I claim that under this definition, $(f^*)^*=f$.

Lemma. $f^*(s)\gt t$ if and only if $f(t)\leq s$.

Proof. Suppose $f^*(s)\gt t$. Then $\min\{ m\in \mathbb{N}\mid f(m)\gt s\}\gt t$. Therefore, $t\notin\{m\in\mathbb{N}\mid f(m)\gt s\}$, so $f(t)\leq s$.

Conversely, assume that $f(t)\leq s$. Because $f$ is monotone increasing, if $k\leq t$, then $f(k)\leq s$. Therefore, $f^*(s)=\min\{m\in\mathbb{N}\mid f(m)\gt s\}\gt t$. $\Box$

Proposition. With the modified definition, $(f^*)^* = f$.

Proof.
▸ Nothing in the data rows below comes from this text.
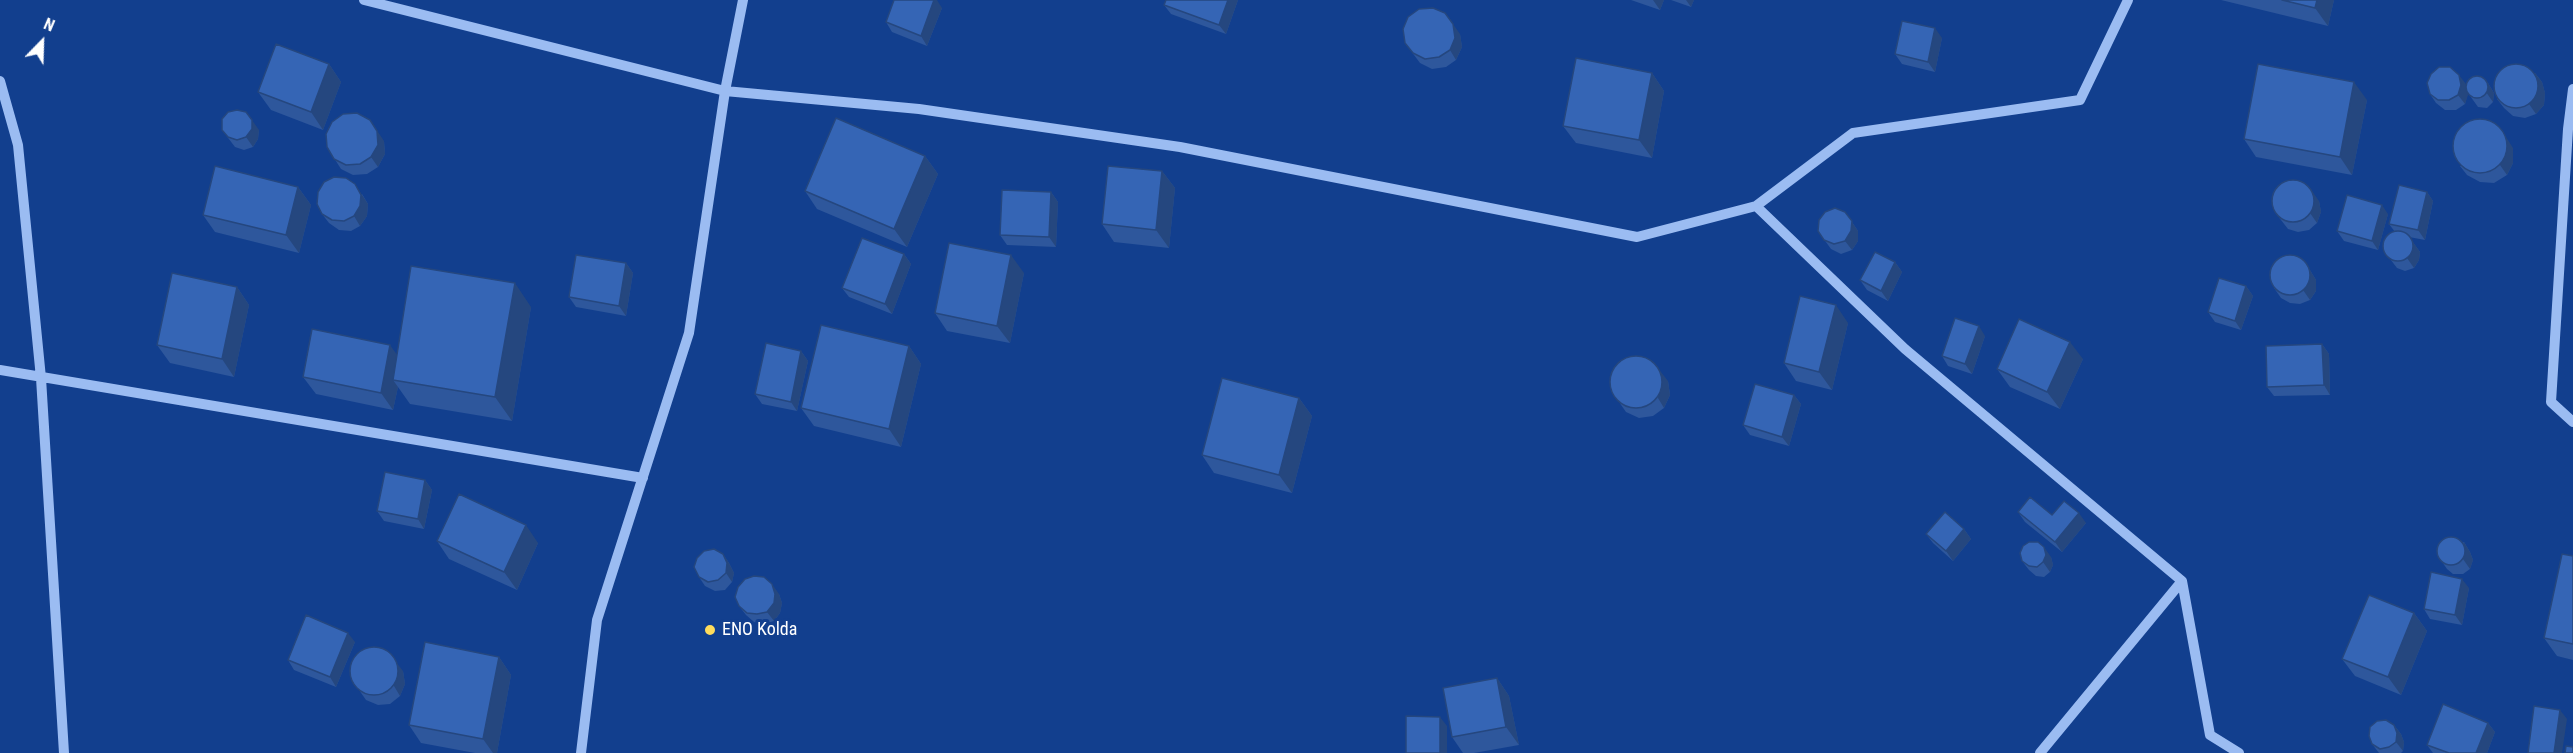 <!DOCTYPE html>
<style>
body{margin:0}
#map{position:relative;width:2573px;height:753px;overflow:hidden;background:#123f8e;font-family:"Roboto Condensed",sans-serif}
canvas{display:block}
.north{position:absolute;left:12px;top:12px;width:60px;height:60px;-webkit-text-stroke:4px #123f8e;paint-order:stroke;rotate:23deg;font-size:16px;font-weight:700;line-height:24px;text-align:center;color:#fff}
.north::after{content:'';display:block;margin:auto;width:21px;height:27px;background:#fff;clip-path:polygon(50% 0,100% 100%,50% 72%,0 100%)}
</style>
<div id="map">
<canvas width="2573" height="753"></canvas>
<div class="north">N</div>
</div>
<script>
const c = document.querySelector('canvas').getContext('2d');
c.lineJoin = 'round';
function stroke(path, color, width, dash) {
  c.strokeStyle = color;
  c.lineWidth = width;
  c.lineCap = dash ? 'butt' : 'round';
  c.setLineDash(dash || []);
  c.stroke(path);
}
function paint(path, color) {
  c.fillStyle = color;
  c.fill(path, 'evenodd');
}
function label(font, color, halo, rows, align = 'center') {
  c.font = font + ' "Roboto Condensed",sans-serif';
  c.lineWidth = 6;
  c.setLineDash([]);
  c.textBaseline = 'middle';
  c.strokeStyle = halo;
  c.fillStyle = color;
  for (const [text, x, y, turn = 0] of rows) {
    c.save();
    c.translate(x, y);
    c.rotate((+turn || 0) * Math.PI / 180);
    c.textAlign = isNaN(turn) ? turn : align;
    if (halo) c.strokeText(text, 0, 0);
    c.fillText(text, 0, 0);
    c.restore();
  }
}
stroke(new Path2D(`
 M364,0l361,91 194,18 261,38 457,90 119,-31 149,143 277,232 28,154 29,18
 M0,81l18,64 23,233 23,375
 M2573,89l-5,40 -17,273 22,20
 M1756,206l97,-73 227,-33 48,-100
 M0,370l643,108
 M581,753l16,-133 92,-287 36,-242 18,-91
 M2040,753l142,-172`), '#9bbcf2', 10);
paint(new Path2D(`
 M1238,0l-12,34 -55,-20 -7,-9z
 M1631,0h33l-4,10z
 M1671,0h23l-3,7z
 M2221,0h113l-6,26z
 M942,8l-15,38 -35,-14 -6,-10z
 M1460,34l2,13 -6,13 -10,7 -14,2 -12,-6 -15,-20z
 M1942,38l-7,34 -33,-8 -7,-10z
 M329,64l12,18 -18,48 -52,-20 -13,-18z
 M1652,73l12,18 -12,67 -76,-15 -13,-17z
 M2535,73l7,9 3,11 -1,12 -8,9 -11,4 -12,-2 -9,-8 -7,-9z
 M2488,83l6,10 -1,9 -6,6 -9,-1 -10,-14 -3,11 -9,6h-11l-9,-7 -6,-9 36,-10v2z
 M2367,100l-15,75 -96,-18 -12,-18z
 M222,130h37l-1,9 -5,8 -9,3 -9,-3z
 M384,141l1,13 -7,13 -11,7 -14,1 -12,-6 -14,-22z
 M2513,148v15l-6,12 -13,8 -14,-1 -13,-7 -7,-9z
 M925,156l13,18 -31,73 -90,-38 -12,-18z
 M1162,171l13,17 -6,60 -55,-6 -12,-18z
 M298,187l13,18 -12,48 -84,-21 -12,-17z
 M1051,192l7,10 -2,45 -49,-2 -7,-10z
 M2427,192l6,9 -8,39 -16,-3 11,15 -1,8 -5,8 -9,3 -8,-3 -13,-17 11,-19 -6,-8z
 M362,194l6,10 -1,12 -7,10 -9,5 -12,-1 -10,-7 -7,-9z
 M2319,201l2,11 -4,11 -8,7 -11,2 -10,-3 -14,-18z
 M2388,214l-10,36 -34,-9 -7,-10z
 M1852,222l6,9v10l-6,9 -11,4 -10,-5 -13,-18z
 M904,254l7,10 -19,50 -43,-17 -7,-9z
 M1895,262l7,10 -14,29 -21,-11 -7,-10z
 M2305,262l11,18v11l-6,9 -10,4 -10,-1 -9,-5 -7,-10z
 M626,263l7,10 -7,43 -50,-9 -7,-10z
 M1024,273l-14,70 -63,-12 -12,-18z
 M2246,286l7,10 -12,34 -26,-8 -7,-10z
 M237,287l12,18 -15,72 -64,-14 -13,-18z
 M531,307l-19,114 -102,-17 -12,-17 -5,23 -77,-16 -13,-17 94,-22z
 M1848,323l-16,67 -36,-9 -12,-18z
 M1985,336l-13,38 -24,-8 -6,-10z
 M2322,344l7,10 1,41 -56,1 -7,-9z
 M909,346l12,18 -20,83 -87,-21 -13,-18z
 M801,351l7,10 -11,50 -35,-7 -7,-10z
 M2083,359l-23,50 -50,-22 -13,-18z
 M1668,381l2,14 -6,13 -11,8 -14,2 -13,-6 -14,-20z
 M1794,395l7,9 -12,42 -39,-11 -7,-10z
 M1299,398l13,18 -20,77 -78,-20 -12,-18z
 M425,480l7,10 -8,39 -40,-8 -7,-10z
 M2018,512l34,3 34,8 -24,29 -37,-30z
 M1964,529l7,10 -18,22 -20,-18 -7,-9z
 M437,541l101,2 -21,47 -68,-31z
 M2464,542l6,10 3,8 -3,9 -7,5h-10l-6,-5 -7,-10z
 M723,554l6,9 5,10 -2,9 -7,8 -10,1 -10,-5 -6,-9z
 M2573,556v104l-16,-4 -13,-18z
 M2051,557l2,8 -3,7 -6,5 -8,-1 -7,-6 -7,-9z
 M2469,588l-7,37 -32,-6 -6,-10z
 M779,594l3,9 -2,10 -6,8 -10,3 -10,-2 -8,-7 -7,-9z
 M2414,613l13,18 -26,64 -46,-19 -13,-17z
 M355,642l-19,45 -42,-17 -6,-10z
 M499,657l12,18 -14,78h-22l-54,-10 -12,-18z
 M403,671l2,13 -5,12 -10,8 -12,1 -12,-5 -14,-20z
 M1497,678l12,18 10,49 -45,8h-11l-11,-16z
 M2488,723l7,9 -8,21h-54l-6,-8z
 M2394,725l7,9 3,8 -1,9 -2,2h-22l-7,-9z`), '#2e579c');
paint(new Path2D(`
 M934,0h3l5,8 -15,38 -6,-10z
 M1228,0h10l-12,34 -7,-9z
 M1653,0h11l-4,10z
 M1686,0h8l-3,7z
 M2317,0h17l-6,26 -13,-18z
 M1453,24l7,10 2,13 -6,13 -6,-10z
 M1935,28l7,10 -7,34 -7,-10z
 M329,64l12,18 -18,48 -12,-18z
 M1652,73l12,18 -12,67 -13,-18z
 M2535,73l7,9 3,11 -1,12 -8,9 -7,-10z
 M2459,75l7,9 2,11 -3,9 -7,-9z
 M2354,82l13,18 -15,75 -12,-18z
 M2488,83l6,10 -1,9 -7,-10z
 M252,120l7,10 -1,9 -5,8 -7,-10z
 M370,120l14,21 1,13 -7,13 -7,-10z
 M2499,126l14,22v15l-6,12 -7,-10z
 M925,156l13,18 -31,73 -13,-18z
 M1162,171l13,17 -6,60 -13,-18z
 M355,184l13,20 -1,12 -7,10 -6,-10z
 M298,187l13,18 -12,48 -13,-18z
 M2312,191l7,10 2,11 -4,11 -7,-10z
 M1051,192l7,10 -2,45 -7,-10z
 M2427,192l6,9 -8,39 -7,-10z
 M2382,205l6,9 -10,36 -6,-9z
 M1845,212l13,19v10l-6,9 -7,-9z
 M2413,242l7,10 -1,8 -5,8 -7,-10z
 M904,254l7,10 -19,50 -7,-10z
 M1011,255l13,18 -14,70 -13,-17z
 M1895,262l7,10 -14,29 -7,-10z
 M2305,262l11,18v11l-6,9 -7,-10z
 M626,263l7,10 -7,43 -7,-10z
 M515,283l16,24 -19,114 -17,-24z
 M2246,286l7,10 -12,34 -6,-9z
 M237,287l12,18 -15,72 -12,-18z
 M1836,305l12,18 -16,67 -13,-18z
 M1979,326l6,10 -13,38 -7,-10z
 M2070,342l13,17 -23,50 -13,-17z
 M2322,344l7,10 1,41 -6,-10z
 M390,345l13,18 -10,17 5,7 -5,23 -12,-17z
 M909,346l12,18 -20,83 -12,-18z
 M801,351l7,10 -11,50 -6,-9z
 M1661,372l7,9 2,14 -6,13 -6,-10z
 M1794,395l7,9 -12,42 -7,-9z
 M1299,398l13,18 -20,77 -13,-18z
 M425,480l7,10 -8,39 -6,-10z
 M2079,513l7,10 -24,29 -7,-10z
 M526,525l12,18 -21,47 -13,-18z
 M1964,529l7,10 -18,22 -7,-10z
 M2464,542l6,10 3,8 -3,9 -7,-10z
 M2044,547l7,10 2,8 -3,7 -7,-10z
 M723,554l6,9 5,10 -2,9 -6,-9z
 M2462,579l7,9 -7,37 -7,-10z
 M772,584l7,10 3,9 -2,10 -6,8 -7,-9z
 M2414,613l13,18 -26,64 -13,-18z
 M348,633l7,9 -19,45 -6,-10z
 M499,657l12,18 -14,78h-4l-10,-14z
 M396,662l7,9 2,13 -5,12 -6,-10z
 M1497,678l12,18 10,49 -13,-18z
 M2560,710l7,9 -5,34h-8z
 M1440,717l7,9v27h-7z
 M2488,723l7,9 -8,21h-11z
 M2394,725l7,9 3,8 -1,9 -7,-9z`), '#25477f');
const building = new Path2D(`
 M894,0h40l-13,36 -35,-14z
 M1166,0h62l-9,25 -55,-20z
 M2282,0h35l-2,8z
 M1433,8l12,5 8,11 2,14 -5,12 -11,7 -14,2 -12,-6 -8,-10 -2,-14 5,-12 11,-8z
 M1902,21l33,7 -7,34 -33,-8z
 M276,44l53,20 -18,48 -53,-20z
 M1576,58l76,15 -13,67 -76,-14z
 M2494 86a22 22 0 1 1 44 0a22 22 0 1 1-44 0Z
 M2258,64l96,18 -14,75 -96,-18z
 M2439,67h11l9,8 2,10 -3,10 -9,5h-11l-8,-6 -3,-11 4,-9z
 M2466 87a11 11 0 1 1 22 0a11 11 0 1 1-22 0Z
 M237,110l9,2 6,8v9l-6,8 -9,3 -9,-3 -6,-7v-11l6,-7z
 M357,113l13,7 7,11 1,14 -7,12 -11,7 -14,1 -12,-6 -7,-12 -1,-13 6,-12 11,-8z
 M836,118l89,38 -31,73 -89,-38z
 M2453 146a27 27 0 1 1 54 0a27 27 0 1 1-54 0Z
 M215,166l83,21 -12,48 -83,-20z
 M1108,166l54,5 -6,59 -54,-6z
 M334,177l12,1 9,6 6,11 -1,11 -6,10 -10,5 -12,-1 -10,-6 -5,-10 1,-12 6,-10z
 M2272 201a21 21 0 1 1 42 0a21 21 0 1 1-42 0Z
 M2399,185l28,7 -9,38 -29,-6z
 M1002,190l49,2 -2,45 -49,-2z
 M2347,195l35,10 -10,36 -35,-10z
 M1835,208l10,4 7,9 -1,10 -6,10 -11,3 -10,-4 -6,-9 1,-11 6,-8z
 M2383 246a15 15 0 1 1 30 0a15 15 0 1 1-30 0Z
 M862,238l42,16 -19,50 -43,-16z
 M949,243l62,12 -14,71 -62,-13z
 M1875,252l20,10 -14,29 -21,-11z
 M576,255l50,8 -7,43 -50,-9z
 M2270 275a20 20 0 1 1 40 0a20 20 0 1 1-40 0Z
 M411,266l104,17 -20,114 -102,-17z
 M172,273l65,14 -15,72 -65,-14z
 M2219,278l27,8 -11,35 -27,-9z
 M1800,296l36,9 -17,67 -35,-9z
 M1955,318l24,8 -14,38 -23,-8z
 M2019,319l51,23 -23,50 -50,-23z
 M821,325l88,21 -20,83 -88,-21z
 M312,329l78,16 -9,48 -78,-16z
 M766,343l35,8 -10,51 -36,-8z
 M2322,344l2,41 -57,2 -1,-41z
 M1610 382a26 26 0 1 1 52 0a26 26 0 1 1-52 0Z
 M1222,378l77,20 -20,77 -77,-20z
 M1755,384l39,11 -12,42 -39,-12z
 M385,472l40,8 -7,39 -41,-8z
 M459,494l67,31 -22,47 -67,-31z
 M2030,497l22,18 12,-14 15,12 -24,29 -37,-30z
 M1945,512l19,17 -18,22 -20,-17z
 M2437 551a14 14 0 1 1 28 0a14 14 0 1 1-28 0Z
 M2029,542h9l6,5 2,8 -3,7 -6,5 -8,-1 -7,-5 -2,-8 3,-7z
 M714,549l9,5 4,9 -1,10 -8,7 -10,2 -9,-5 -5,-10 3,-9 7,-7z
 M2562,554l11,2v88l-29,-6z
 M2431,572l31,7 -7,36 -31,-6z
 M754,576l10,1 8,7 3,10 -1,9 -7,9 -10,2 -10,-1 -8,-7 -4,-9 3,-10 7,-8z
 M2369,595l45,18 -26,64 -46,-18z
 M306,615l42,18 -18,44 -42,-17z
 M425,642l74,15 -16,82 -74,-14z
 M350 671a24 24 0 1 1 48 0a24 24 0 1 1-48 0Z
 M1497,678l9,49 -54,10 -9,-49z
 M2443,704l45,19 -12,30h-27l-22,-8z
 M2534,706l26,4 -6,43h-26z
 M1406,716l34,1v36h-34z
 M2386,720l8,5 3,8 -1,9 -7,5 -9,2 -8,-5 -3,-8 1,-9 7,-6z
 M2566,746l7,1v6h-8z`);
paint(building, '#3565b5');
stroke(building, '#25477f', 1.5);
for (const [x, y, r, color] of [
 [710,630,6,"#ffdc5c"]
]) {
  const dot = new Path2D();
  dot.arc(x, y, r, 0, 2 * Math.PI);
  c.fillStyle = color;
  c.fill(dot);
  stroke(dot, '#123f8e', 2);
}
label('18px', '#fff', '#123f8e', [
 ["ENO Kolda",722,630]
], 'left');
</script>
Let $t\in\mathbb{N}$. We have: $$\begin{align*} (f^*)^*(t) &= \min\bigl\{ s\in\mathbb{N}\mid f^*(s)\gt t\bigr\}\\ &= \min\bigl\{ s\in\mathbb{N}\mid f(t)\leq s\}\\ &= f(t).\quad\Box \end{align*}$$

Answer 3

It looks morally like a kind of inverse to me.

Start with any binary relation $R\subseteq \mathbb N\times\mathbb N$ that preserves order in the sense that $$x R y \land x' R y' \Rightarrow (x<x' \Leftrightarrow y<y')$$ and such that $R$ is an infinite set.

Then we can derive $f$ from $R$ setting $$f(x) = \min \{ y \mid x' R y \land x' \ge x \}$$

$f^*$ is then the function that would be derived in the same way from the inverse of $R$. Duality would follow by showing under appropriate conditions we can recover $R$ from $f$.